* EXERCISE PROMPT *
The answer must consist of each line below that holds the word "Chapada", copied as it stands.

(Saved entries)
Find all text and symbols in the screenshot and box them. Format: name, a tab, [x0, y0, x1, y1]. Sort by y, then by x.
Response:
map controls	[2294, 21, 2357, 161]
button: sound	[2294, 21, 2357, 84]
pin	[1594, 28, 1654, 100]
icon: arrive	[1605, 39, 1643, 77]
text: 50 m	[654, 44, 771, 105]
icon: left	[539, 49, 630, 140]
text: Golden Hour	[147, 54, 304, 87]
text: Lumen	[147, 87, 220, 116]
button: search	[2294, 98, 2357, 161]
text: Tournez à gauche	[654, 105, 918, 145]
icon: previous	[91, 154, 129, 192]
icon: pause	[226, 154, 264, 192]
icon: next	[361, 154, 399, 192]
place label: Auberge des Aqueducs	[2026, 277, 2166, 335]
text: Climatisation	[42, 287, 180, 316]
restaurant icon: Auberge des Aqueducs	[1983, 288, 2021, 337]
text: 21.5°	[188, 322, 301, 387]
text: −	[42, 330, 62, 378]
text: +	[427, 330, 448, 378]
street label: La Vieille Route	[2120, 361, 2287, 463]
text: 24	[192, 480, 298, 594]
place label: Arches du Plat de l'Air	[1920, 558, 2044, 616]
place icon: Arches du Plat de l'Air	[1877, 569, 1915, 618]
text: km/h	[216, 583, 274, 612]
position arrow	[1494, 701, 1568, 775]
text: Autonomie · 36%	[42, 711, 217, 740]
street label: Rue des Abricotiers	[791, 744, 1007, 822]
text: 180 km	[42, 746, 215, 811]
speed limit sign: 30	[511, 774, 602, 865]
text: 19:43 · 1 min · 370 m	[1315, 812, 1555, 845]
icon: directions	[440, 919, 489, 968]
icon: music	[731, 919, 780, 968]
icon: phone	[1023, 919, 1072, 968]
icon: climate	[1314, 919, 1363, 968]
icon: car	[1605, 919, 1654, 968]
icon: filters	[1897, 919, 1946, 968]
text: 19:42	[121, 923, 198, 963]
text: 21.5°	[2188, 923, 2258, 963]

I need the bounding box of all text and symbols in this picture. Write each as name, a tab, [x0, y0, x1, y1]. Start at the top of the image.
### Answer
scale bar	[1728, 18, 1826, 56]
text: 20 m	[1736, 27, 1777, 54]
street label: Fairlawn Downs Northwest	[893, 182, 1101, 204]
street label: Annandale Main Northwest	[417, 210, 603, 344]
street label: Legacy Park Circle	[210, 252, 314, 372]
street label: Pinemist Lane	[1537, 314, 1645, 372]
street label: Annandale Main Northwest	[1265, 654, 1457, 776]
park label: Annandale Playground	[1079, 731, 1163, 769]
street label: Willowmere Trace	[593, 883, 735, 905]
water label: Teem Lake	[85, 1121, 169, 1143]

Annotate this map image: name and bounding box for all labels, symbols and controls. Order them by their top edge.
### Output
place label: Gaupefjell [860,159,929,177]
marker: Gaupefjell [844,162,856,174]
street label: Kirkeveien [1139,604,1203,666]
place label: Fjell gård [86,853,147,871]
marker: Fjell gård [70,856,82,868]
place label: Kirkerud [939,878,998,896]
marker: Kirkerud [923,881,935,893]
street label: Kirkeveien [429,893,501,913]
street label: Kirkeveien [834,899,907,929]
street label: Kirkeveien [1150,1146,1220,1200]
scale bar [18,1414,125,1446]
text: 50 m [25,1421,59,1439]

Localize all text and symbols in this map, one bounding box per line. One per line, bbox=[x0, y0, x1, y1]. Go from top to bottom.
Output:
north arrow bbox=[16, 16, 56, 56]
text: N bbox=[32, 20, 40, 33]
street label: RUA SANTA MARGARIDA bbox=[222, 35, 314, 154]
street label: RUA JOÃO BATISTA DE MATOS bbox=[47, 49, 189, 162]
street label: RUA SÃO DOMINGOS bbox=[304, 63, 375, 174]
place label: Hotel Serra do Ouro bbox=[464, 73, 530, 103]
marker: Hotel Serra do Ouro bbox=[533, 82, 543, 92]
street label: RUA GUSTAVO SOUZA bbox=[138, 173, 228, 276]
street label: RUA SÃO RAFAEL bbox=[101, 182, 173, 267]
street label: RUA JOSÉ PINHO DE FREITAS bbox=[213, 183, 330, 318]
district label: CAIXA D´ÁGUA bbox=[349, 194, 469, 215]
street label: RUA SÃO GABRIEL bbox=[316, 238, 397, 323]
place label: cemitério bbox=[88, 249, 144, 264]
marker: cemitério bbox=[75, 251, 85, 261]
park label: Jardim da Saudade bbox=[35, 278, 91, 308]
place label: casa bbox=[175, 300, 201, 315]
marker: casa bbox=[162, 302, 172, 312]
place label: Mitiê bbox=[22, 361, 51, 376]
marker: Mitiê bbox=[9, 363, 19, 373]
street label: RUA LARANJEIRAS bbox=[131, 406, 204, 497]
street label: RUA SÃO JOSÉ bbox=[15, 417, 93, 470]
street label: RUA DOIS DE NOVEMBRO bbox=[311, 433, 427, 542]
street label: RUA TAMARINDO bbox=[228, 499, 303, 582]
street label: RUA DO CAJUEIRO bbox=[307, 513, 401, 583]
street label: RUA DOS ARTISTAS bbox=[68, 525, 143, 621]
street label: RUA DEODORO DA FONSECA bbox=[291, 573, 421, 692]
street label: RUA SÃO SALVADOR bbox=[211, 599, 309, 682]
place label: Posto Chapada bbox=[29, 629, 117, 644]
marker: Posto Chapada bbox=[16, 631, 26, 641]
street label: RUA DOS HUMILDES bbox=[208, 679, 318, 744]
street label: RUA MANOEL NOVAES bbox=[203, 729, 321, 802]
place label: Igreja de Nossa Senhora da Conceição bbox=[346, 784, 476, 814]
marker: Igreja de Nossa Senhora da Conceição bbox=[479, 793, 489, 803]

* TASK OUTPUT *
place label: Posto Chapada bbox=[29, 629, 117, 644]
marker: Posto Chapada bbox=[16, 631, 26, 641]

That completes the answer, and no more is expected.